A bare number is the only acceptable answer: how many lines of these entries include "fillStyle"?

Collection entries

····················

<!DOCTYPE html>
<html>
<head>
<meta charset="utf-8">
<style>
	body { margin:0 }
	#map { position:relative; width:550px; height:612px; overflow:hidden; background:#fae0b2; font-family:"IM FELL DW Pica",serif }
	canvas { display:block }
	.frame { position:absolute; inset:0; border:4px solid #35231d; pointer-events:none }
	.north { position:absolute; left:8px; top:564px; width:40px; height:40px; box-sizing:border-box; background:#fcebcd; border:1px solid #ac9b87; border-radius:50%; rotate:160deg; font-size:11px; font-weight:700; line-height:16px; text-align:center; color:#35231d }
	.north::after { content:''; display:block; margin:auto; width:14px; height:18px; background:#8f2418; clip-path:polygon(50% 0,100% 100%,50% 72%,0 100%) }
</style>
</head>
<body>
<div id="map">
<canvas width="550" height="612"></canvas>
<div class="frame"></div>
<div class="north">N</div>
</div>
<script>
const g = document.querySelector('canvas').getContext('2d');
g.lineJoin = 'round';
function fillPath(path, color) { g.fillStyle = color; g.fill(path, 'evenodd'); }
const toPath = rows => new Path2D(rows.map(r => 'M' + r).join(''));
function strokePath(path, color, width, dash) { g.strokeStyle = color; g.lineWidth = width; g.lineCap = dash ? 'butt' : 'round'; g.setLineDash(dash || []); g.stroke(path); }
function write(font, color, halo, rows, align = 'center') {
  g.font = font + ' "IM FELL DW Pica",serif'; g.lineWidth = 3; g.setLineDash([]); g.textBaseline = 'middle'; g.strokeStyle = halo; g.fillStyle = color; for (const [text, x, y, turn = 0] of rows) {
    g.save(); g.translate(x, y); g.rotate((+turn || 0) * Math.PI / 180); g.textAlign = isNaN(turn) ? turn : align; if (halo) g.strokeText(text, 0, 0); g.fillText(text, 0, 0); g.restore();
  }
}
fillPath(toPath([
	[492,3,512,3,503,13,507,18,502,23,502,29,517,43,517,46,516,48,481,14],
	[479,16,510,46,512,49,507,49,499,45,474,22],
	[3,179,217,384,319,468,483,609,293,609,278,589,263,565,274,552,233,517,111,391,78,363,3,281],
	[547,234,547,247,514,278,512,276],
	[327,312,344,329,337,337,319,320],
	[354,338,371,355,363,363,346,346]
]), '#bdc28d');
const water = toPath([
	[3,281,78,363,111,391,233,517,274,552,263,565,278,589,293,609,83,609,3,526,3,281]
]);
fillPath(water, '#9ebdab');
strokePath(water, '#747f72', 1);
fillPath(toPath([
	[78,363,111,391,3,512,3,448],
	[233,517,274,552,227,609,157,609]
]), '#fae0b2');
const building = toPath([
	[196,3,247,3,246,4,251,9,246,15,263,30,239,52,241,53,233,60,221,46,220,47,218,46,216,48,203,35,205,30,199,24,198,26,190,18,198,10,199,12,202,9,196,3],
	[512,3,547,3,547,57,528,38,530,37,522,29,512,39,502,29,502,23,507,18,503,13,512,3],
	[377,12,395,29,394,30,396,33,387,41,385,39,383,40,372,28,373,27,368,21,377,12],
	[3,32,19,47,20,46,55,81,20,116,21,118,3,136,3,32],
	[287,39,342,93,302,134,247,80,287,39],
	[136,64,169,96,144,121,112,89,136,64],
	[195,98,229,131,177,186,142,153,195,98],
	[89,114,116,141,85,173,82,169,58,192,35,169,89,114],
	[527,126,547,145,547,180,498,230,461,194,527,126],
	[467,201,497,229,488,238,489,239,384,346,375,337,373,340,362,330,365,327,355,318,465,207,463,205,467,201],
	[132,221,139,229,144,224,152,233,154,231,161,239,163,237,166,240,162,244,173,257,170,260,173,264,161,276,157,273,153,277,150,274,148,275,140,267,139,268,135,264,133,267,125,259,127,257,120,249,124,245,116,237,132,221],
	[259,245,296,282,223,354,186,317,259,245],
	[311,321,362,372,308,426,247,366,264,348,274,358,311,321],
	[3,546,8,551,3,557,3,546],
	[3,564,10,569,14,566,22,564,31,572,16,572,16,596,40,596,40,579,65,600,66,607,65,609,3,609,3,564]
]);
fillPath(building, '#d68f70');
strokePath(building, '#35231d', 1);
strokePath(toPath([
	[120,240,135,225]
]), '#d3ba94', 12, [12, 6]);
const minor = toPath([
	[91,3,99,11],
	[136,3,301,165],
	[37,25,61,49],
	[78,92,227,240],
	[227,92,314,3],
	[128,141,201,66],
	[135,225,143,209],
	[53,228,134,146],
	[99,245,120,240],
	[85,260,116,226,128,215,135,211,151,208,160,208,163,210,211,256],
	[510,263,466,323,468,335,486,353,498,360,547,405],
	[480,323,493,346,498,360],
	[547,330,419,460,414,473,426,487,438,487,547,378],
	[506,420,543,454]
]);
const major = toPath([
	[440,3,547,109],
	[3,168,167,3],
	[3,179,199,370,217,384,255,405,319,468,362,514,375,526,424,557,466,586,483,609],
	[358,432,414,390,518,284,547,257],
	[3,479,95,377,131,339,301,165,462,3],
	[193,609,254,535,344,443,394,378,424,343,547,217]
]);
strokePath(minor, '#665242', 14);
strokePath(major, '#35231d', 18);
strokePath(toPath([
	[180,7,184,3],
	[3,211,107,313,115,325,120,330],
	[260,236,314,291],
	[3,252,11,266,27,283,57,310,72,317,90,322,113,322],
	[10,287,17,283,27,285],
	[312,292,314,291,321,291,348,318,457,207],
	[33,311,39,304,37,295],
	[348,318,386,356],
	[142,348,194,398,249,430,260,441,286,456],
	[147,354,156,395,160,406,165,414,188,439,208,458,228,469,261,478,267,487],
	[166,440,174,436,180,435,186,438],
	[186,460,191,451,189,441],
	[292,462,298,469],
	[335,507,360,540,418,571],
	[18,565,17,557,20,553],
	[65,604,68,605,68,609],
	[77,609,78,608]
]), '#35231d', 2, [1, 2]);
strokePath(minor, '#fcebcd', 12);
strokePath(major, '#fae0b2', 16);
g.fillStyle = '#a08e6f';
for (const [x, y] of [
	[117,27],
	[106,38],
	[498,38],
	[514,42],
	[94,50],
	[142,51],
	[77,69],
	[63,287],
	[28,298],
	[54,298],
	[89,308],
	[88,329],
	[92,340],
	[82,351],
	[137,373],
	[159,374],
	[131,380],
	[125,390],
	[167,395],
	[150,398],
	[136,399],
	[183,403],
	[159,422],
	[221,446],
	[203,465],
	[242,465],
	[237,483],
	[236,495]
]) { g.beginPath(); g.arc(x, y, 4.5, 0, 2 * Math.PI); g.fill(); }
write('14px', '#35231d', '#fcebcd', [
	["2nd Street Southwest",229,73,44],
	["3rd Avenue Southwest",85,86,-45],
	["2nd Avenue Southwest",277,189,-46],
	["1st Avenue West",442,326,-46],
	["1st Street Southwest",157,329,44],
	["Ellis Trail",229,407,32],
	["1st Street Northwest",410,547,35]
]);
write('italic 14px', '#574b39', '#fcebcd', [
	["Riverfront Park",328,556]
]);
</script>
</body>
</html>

····················

* Task output: 3